RECORDED DATA
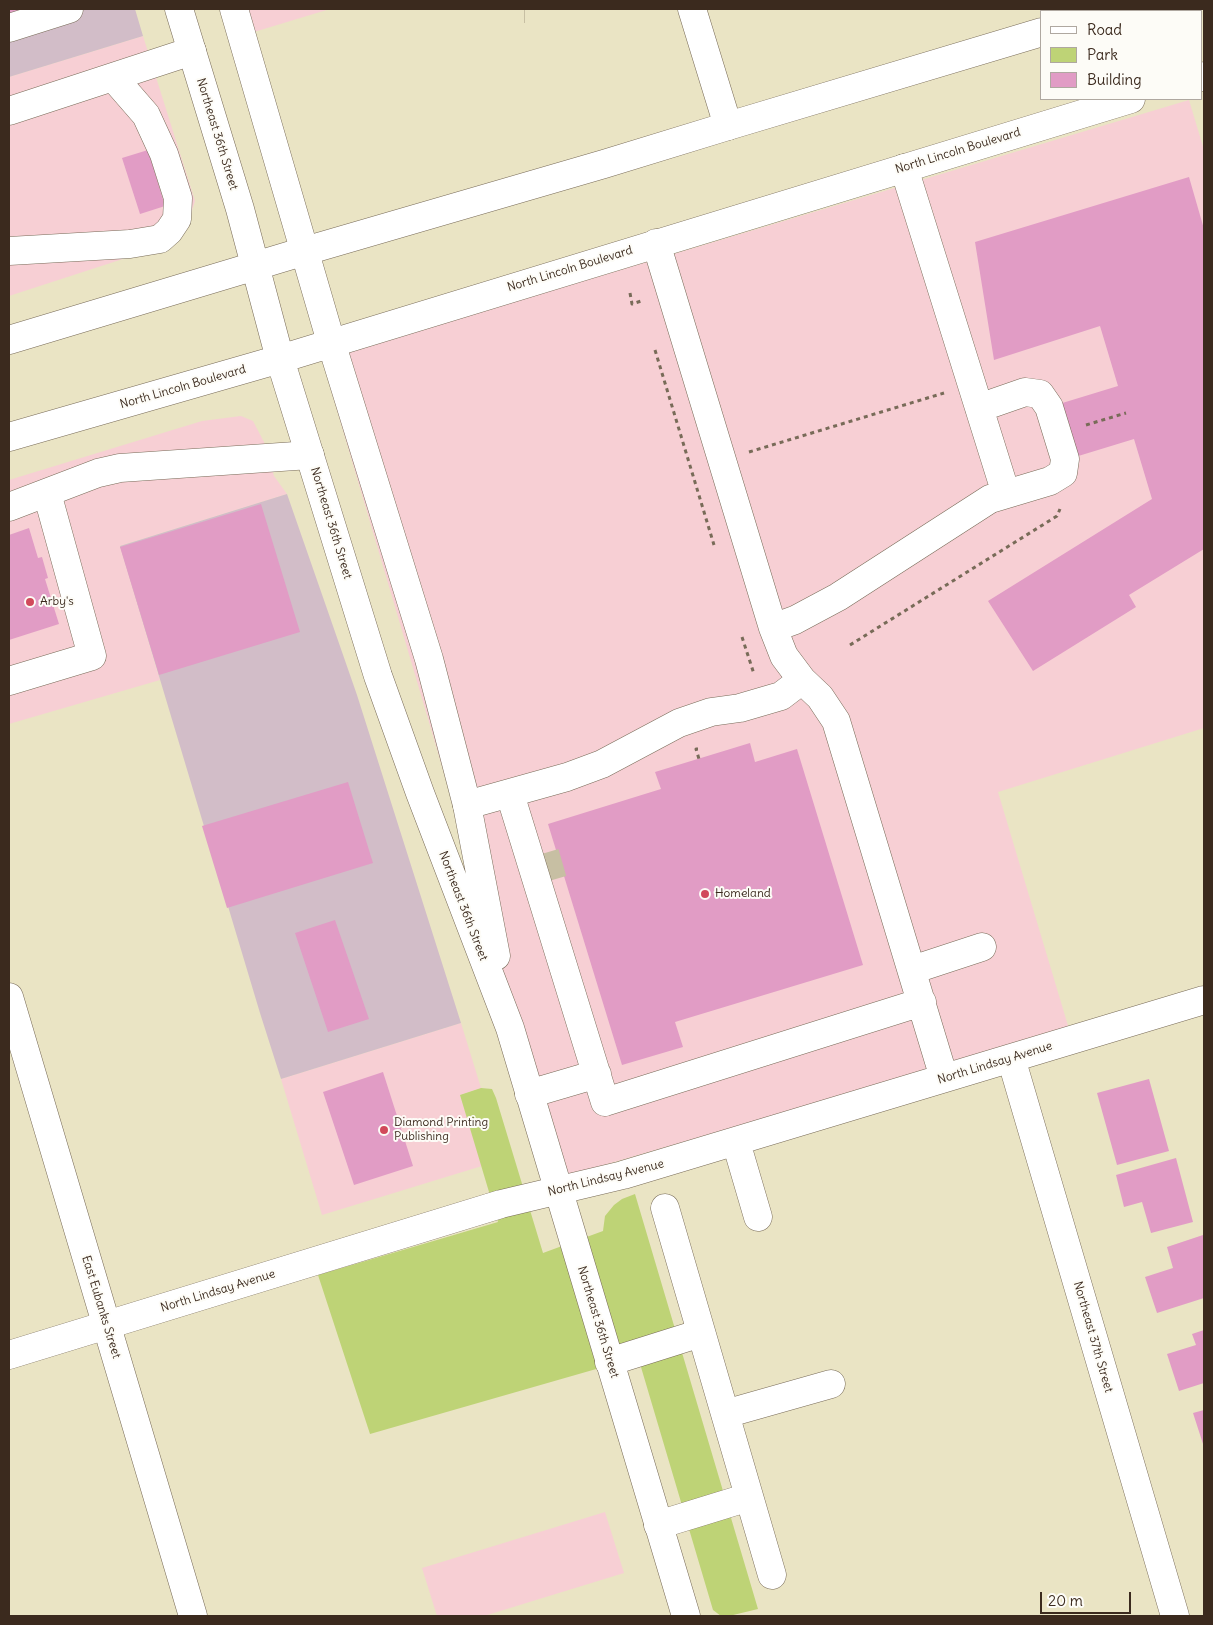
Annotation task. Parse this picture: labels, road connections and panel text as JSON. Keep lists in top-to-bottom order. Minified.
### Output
{"streets":{"main road":["Northeast 36th Street","North Lincoln Boulevard","North Lindsay Avenue","East Eubanks Street","Northeast 37th Street"]},"crossings":[["Northeast 36th Street","North Lincoln Boulevard"],["Northeast 36th Street","North Lindsay Avenue"],["North Lindsay Avenue","East Eubanks Street"],["North Lindsay Avenue","Northeast 37th Street"]],"places":["Arby's","Homeland","Diamond Printing Publishing"],"legend":["Road","Park","Building"],"scale_bar":"20 m"}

WHAT THE EXERCISE ASKS
With the images removed, reproduce all the material above word for word.

WRITTEN RESPONSE
Annotation task. Parse this picture: labels, road connections and panel text as JSON. Keep lists in top-to-bottom order. Minified.
### Output
{"streets":{"main road":["Northeast 36th Street","North Lincoln Boulevard","North Lindsay Avenue","East Eubanks Street","Northeast 37th Street"]},"crossings":[["Northeast 36th Street","North Lincoln Boulevard"],["Northeast 36th Street","North Lindsay Avenue"],["North Lindsay Avenue","East Eubanks Street"],["North Lindsay Avenue","Northeast 37th Street"]],"places":["Arby's","Homeland","Diamond Printing Publishing"],"legend":["Road","Park","Building"],"scale_bar":"20 m"}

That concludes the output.